===== TASK MATERIAL =====

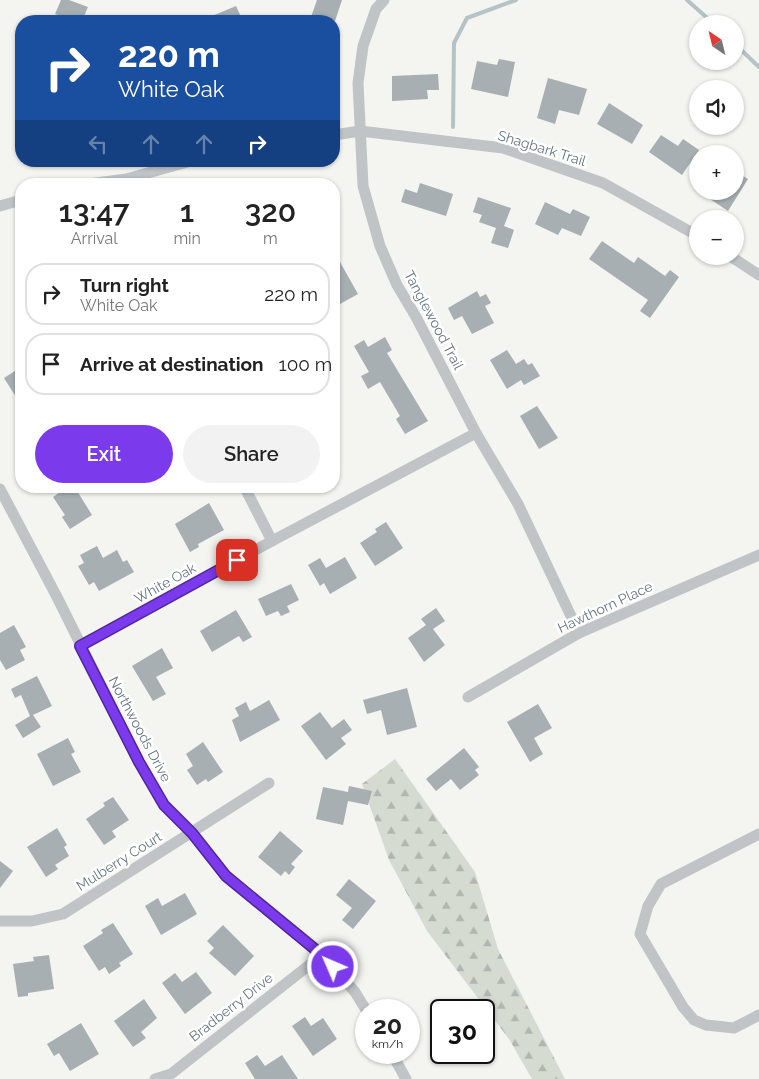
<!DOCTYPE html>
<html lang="en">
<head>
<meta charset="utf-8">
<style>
	:root { --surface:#fff; --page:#f2f2f2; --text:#222; --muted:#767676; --line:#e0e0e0; --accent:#7c3aed }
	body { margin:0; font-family:Raleway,sans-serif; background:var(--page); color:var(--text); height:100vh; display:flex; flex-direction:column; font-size:19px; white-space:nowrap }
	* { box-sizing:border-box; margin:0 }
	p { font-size:16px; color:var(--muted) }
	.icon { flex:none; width:28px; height:28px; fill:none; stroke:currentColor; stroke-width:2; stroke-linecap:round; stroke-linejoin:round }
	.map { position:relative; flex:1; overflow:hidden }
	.drawer { position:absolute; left:15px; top:178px; width:325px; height:315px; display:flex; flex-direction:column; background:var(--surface); border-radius:20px; box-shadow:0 1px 4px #0004 }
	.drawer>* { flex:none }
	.banner { position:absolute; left:15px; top:15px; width:325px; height:152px; border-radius:20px; box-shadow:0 1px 4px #0004; background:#1a4fa0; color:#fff; overflow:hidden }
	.needle { width:32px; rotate:325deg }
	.buttons { position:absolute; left:689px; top:15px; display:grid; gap:10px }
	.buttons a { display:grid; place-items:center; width:55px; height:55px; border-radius:50%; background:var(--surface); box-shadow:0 1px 4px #0004; font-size:25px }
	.speed { position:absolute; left:355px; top:999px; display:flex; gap:10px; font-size:25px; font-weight:700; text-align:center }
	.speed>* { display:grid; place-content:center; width:65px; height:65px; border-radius:50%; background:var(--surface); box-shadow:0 1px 4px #0004; line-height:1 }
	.speed small { font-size:12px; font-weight:400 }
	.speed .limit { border:2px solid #111; border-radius:8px; background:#fff; color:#111 }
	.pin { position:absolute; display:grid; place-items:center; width:42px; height:42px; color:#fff; margin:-21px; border-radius:10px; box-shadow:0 2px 8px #0006 }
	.me { position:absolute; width:55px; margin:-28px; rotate:315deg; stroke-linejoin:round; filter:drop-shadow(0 0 4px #0008) }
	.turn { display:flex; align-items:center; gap:18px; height:105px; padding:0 20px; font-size:22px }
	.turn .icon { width:65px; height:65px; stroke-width:2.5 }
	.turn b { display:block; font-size:35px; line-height:42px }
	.lanes { display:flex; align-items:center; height:48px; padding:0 20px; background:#0003; justify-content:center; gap:25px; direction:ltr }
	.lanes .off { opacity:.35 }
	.eta { display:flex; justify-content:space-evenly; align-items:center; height:85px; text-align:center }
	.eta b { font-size:30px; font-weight:600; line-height:35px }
	.primary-button { display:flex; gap:10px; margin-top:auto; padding:10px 20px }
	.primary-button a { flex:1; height:58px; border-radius:30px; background:var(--accent); color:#fff; font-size:20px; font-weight:600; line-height:58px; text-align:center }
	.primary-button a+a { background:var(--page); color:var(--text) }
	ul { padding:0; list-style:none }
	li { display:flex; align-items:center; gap:15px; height:62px; margin:0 10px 8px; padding:0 10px; border:2px solid var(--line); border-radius:20px }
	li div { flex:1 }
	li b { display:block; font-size:19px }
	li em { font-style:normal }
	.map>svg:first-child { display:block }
	.forest { fill:url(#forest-firs) }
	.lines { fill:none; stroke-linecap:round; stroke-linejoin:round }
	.stream { stroke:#b6c3c6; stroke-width:4 }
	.building { fill:#a7afb3 }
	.minor { stroke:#c0c4c7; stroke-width:11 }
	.route-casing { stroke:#51269a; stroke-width:12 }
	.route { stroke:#7c3aed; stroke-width:9 }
	.labels { text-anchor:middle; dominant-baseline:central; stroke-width:5; stroke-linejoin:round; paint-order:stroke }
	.street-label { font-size:14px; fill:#657680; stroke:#fff }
</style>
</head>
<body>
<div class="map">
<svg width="759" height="1079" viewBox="0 0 759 1079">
	<defs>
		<pattern id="forest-firs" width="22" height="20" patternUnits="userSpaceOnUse" patternTransform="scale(1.25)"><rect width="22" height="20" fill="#d6dbd2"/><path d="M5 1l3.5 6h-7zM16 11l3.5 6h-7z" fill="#b1b6b0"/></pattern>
	</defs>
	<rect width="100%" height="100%" fill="#f4f4f1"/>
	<!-- forest -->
	<polygon class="forest" points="395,759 475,872 498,949 565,1079 532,1079 509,1039 427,931 389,860 362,784"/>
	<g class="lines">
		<!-- stream -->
		<g class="stream">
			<polyline points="687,0 714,24"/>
			<polyline points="735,44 759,67"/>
			<polyline points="453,127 454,43 467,18 516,0"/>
		</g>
	</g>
	<!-- building -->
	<g class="building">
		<polygon points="61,0 69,0 88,7 82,21 63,21 64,17 55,14"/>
		<polygon points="317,0 342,0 335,21 322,21 311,17"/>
		<polygon points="236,6 243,21 200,21"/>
		<polygon points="499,59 515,62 508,97 471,89 477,61 497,65"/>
		<polygon points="438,74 439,90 427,90 428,99 392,101 392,76"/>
		<polygon points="548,78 587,89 579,115 559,110 555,124 537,118"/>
		<polygon points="609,103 643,125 632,144 597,124"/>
		<polygon points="661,135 678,146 683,139 699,150 682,175 649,152"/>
		<polygon points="735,171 748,179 728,211 698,191 735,191"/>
		<polygon points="420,183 453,194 446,216 401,202 405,189 417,193"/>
		<polygon points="478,197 511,208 504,226 514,230 508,248 491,243 496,228 479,222 482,215 473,212"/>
		<polygon points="545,202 570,214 573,209 590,217 581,236 562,228 558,235 535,224"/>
		<polygon points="602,241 634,263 638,257 665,276 670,270 679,277 650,318 640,311 648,300 589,259"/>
		<polygon points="340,262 358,294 340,304 334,294 334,266"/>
		<polygon points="477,291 480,297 486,294 491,303 485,306 494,323 472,334 462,316 454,320 448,308"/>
		<polygon points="385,337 392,350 387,353 428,421 405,434 396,419 400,416 380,382 368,389 361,376 369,372 354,346 364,340 368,347"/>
		<polygon points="507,350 516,364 524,359 528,365 532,363 540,376 524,385 521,380 507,389 490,360"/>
		<polygon points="21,367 21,405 4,378"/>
		<polygon points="537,406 558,438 539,449 520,416"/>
		<polygon points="69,486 74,486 92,515 70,529 62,517 65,515 53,497"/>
		<polygon points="209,503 224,530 198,544 199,547 190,552 175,524"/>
		<polygon points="386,522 403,548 375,566 360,543 377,532 375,529"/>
		<polygon points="97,546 103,558 117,550 123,562 127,560 134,572 99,591 94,582 89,585 78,566 84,563 80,555"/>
		<polygon points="345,557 357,578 330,594 324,583 320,586 308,565 320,558 326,568"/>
		<polygon points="291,584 299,600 287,606 290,612 281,616 278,611 266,616 258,599"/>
		<polygon points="436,608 445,621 433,629 445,645 424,662 408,638 426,625 421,619"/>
		<polygon points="236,610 252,637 243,642 239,636 212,652 200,631"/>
		<polygon points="14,625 26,647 20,650 25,660 6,670 0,660 0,633"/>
		<polygon points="162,648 173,668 156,677 166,694 153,701 132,666"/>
		<polygon points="37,676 52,706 33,715 41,727 23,738 15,725 30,716 21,695 15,698 11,689"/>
		<polygon points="407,688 417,727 387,735 381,710 367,714 363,700"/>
		<polygon points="269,700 280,720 240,742 232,720 239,716 235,708 246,702 250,711"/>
		<polygon points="538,704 552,728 534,738 543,754 530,762 507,722"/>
		<polygon points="320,712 332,728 344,719 352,730 341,738 346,744 326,760 301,726"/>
		<polygon points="68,738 75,752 71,754 81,772 53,786 37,754"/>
		<polygon points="203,742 223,772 208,782 206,779 197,785 187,770 193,766 186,754"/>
		<polygon points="464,748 479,767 475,770 479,775 460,790 451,779 436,791 426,779"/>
		<polygon points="349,786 372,791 368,805 348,801 343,825 316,819 323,787 348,792"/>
		<polygon points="113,797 129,820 112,831 116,837 104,845 86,819 105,806 103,803"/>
		<polygon points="57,828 67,845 64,847 69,856 55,865 58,869 46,877 27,847"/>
		<polygon points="280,831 303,851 291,864 295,867 289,875 285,871 281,876 258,857"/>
		<polygon points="0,861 13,871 0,888"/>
		<polygon points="349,879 376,901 353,929 342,920 352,908 336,895"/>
		<polygon points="185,893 197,914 161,935 145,906 158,898 162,906"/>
		<polygon points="113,923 133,954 119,963 121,966 109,974 105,967 99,971 83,946 103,933 101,930"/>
		<polygon points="223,925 254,956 235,976 209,953 214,948 207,941"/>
		<polygon points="49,955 54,989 28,993 28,996 18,997 13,964 34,961 33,957"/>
		<polygon points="196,972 212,993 185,1014 162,983 175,973 182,982"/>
		<polygon points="144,999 157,1018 141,1032 146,1038 133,1047 114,1021"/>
		<polygon points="305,1017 311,1026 323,1018 337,1039 313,1056 292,1026"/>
		<polygon points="81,1023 99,1054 70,1071 59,1053 54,1056 47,1044"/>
		<polygon points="257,1055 265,1066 282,1055 298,1079 255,1079 245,1063"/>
	</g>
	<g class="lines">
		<!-- minor -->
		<g class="minor">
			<polyline points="384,0 376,9 363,46 358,83 363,186 380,246 397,285 416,317 476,433 518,504 579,633"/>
			<polyline points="334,135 360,131 503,148 603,183 698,236"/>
			<polyline points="89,184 126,179 191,161"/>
			<polyline points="0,206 21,200"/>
			<polyline points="730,256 759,275"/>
			<polyline points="244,486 272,541"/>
			<polyline points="0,489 57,597 139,762 164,805 192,833 225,876 322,955 355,992 366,1010"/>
			<polyline points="80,646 272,541 476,433"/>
			<polyline points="468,697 579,633 759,555"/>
			<polyline points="759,834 661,884 648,906 640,934 683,1007 694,1020 706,1025 734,1028 759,1015"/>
			<polyline points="0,921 32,921 63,914 269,783"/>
			<polyline points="391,1052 406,1079"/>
			<polyline points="155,1079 171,1074 322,955"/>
		</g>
	</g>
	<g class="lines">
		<!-- route casing -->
		<g class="route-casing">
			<polyline id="route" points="237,560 80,646 139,762 164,805 192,833 226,876 322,955 333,967"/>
		</g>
		<!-- route -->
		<use href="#route" class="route"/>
	</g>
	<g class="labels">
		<!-- street labels -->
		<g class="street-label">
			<text transform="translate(542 148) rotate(17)">Shagbark Trail</text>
			<text transform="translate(434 320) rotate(62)">Tanglewood Trail</text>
			<text transform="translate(165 583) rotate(-29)">White Oak</text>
			<text transform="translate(605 607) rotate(-25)">Hawthorn Place</text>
			<text transform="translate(140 729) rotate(62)">Northwoods Drive</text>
			<text transform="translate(119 861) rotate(-32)">Mulberry Court</text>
			<text transform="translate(231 1007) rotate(-38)">Bradberry Drive</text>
		</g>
	</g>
</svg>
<div class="buttons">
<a><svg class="needle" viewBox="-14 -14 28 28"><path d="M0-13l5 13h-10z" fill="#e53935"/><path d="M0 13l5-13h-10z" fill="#767676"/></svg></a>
<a><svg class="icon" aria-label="sound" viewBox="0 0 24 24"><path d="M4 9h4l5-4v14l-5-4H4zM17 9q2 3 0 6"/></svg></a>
<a>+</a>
<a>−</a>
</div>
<div class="speed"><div>20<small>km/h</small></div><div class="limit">30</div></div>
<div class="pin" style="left:237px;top:560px;background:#d93025"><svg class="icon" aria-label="arrive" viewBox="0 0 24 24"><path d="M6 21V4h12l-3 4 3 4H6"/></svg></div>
<svg class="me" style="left:333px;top:967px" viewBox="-20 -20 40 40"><circle r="17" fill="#7c3aed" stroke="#fff" stroke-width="3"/><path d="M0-11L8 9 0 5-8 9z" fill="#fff"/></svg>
<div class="banner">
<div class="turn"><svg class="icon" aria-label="right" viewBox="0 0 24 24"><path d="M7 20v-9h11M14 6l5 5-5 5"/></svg><div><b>220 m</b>White Oak</div></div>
<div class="lanes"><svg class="icon off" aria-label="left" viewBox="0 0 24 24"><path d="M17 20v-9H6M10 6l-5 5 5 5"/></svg><svg class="icon off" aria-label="ahead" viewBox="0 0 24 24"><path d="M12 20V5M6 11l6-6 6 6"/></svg><svg class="icon off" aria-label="ahead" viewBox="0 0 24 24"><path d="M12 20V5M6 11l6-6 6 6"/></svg><svg class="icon" aria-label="right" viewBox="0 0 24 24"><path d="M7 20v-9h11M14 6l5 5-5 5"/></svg></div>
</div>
<section class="drawer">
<div class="eta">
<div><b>13:47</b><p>Arrival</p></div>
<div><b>1</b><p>min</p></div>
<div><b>320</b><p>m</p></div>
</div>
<ul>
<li><svg class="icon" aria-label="right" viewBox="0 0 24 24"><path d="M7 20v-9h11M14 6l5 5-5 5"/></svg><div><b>Turn right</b><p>White Oak</p></div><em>220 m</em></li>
<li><svg class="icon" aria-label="arrive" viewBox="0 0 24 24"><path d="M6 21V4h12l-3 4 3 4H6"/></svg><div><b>Arrive at destination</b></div><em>100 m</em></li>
</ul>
<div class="primary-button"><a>Exit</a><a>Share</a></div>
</section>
</div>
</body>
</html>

=====

**WHAT IS NEEDED**
Copy out every line of the data that includes the word "column".

**EXPECTED ANSWER**
	body { margin:0; font-family:Raleway,sans-serif; background:var(--page); color:var(--text); height:100vh; display:flex; flex-direction:column; font-size:19px; white-space:nowrap }
	.drawer { position:absolute; left:15px; top:178px; width:325px; height:315px; display:flex; flex-direction:column; background:var(--surface); border-radius:20px; box-shadow:0 1px 4px #0004 }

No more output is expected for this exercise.